◆ WHAT TO PRODUCE
Copy the records below exactly.

Saved entries
--------------------

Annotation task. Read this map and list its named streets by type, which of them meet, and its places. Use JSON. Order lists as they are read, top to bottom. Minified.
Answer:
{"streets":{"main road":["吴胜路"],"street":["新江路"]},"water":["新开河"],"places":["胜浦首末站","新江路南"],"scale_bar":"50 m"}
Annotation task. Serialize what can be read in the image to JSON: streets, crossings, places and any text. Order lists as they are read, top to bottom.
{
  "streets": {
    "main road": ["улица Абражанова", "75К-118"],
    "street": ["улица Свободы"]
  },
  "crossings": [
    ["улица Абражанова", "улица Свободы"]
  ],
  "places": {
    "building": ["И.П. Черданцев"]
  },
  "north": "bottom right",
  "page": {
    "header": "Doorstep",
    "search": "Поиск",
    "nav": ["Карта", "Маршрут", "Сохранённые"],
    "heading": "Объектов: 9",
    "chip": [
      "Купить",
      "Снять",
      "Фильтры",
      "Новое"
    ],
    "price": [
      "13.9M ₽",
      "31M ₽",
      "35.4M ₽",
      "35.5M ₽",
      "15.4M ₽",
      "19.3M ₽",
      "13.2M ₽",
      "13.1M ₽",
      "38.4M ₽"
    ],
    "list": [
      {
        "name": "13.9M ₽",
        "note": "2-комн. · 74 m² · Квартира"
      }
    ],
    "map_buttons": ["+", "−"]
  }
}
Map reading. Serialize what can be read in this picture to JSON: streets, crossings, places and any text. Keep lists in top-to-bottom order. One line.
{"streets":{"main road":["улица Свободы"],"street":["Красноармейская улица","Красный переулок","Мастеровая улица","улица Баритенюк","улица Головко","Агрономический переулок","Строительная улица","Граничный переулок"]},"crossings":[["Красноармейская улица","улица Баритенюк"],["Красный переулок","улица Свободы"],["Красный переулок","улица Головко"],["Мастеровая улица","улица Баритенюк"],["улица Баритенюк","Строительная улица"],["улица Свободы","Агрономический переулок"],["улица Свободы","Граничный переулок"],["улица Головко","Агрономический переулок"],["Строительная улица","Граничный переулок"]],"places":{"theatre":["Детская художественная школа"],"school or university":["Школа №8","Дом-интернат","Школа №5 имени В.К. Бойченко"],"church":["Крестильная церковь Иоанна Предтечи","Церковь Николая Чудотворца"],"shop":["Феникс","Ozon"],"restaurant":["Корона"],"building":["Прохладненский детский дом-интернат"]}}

--------------------

◆ ANSWER FOR THE TASK
Annotation task. Read this map and list its named streets by type, which of them meet, and its places. Use JSON. Order lists as they are read, top to bottom. Minified.
Answer:
{"streets":{"main road":["吴胜路"],"street":["新江路"]},"water":["新开河"],"places":["胜浦首末站","新江路南"],"scale_bar":"50 m"}
Annotation task. Serialize what can be read in the image to JSON: streets, crossings, places and any text. Order lists as they are read, top to bottom.
{
  "streets": {
    "main road": ["улица Абражанова", "75К-118"],
    "street": ["улица Свободы"]
  },
  "crossings": [
    ["улица Абражанова", "улица Свободы"]
  ],
  "places": {
    "building": ["И.П. Черданцев"]
  },
  "north": "bottom right",
  "page": {
    "header": "Doorstep",
    "search": "Поиск",
    "nav": ["Карта", "Маршрут", "Сохранённые"],
    "heading": "Объектов: 9",
    "chip": [
      "Купить",
      "Снять",
      "Фильтры",
      "Новое"
    ],
    "price": [
      "13.9M ₽",
      "31M ₽",
      "35.4M ₽",
      "35.5M ₽",
      "15.4M ₽",
      "19.3M ₽",
      "13.2M ₽",
      "13.1M ₽",
      "38.4M ₽"
    ],
    "list": [
      {
        "name": "13.9M ₽",
        "note": "2-комн. · 74 m² · Квартира"
      }
    ],
    "map_buttons": ["+", "−"]
  }
}
Map reading. Serialize what can be read in this picture to JSON: streets, crossings, places and any text. Keep lists in top-to-bottom order. One line.
{"streets":{"main road":["улица Свободы"],"street":["Красноармейская улица","Красный переулок","Мастеровая улица","улица Баритенюк","улица Головко","Агрономический переулок","Строительная улица","Граничный переулок"]},"crossings":[["Красноармейская улица","улица Баритенюк"],["Красный переулок","улица Свободы"],["Красный переулок","улица Головко"],["Мастеровая улица","улица Баритенюк"],["улица Баритенюк","Строительная улица"],["улица Свободы","Агрономический переулок"],["улица Свободы","Граничный переулок"],["улица Головко","Агрономический переулок"],["Строительная улица","Граничный переулок"]],"places":{"theatre":["Детская художественная школа"],"school or university":["Школа №8","Дом-интернат","Школа №5 имени В.К. Бойченко"],"church":["Крестильная церковь Иоанна Предтечи","Церковь Николая Чудотворца"],"shop":["Феникс","Ozon"],"restaurant":["Корона"],"building":["Прохладненский детский дом-интернат"]}}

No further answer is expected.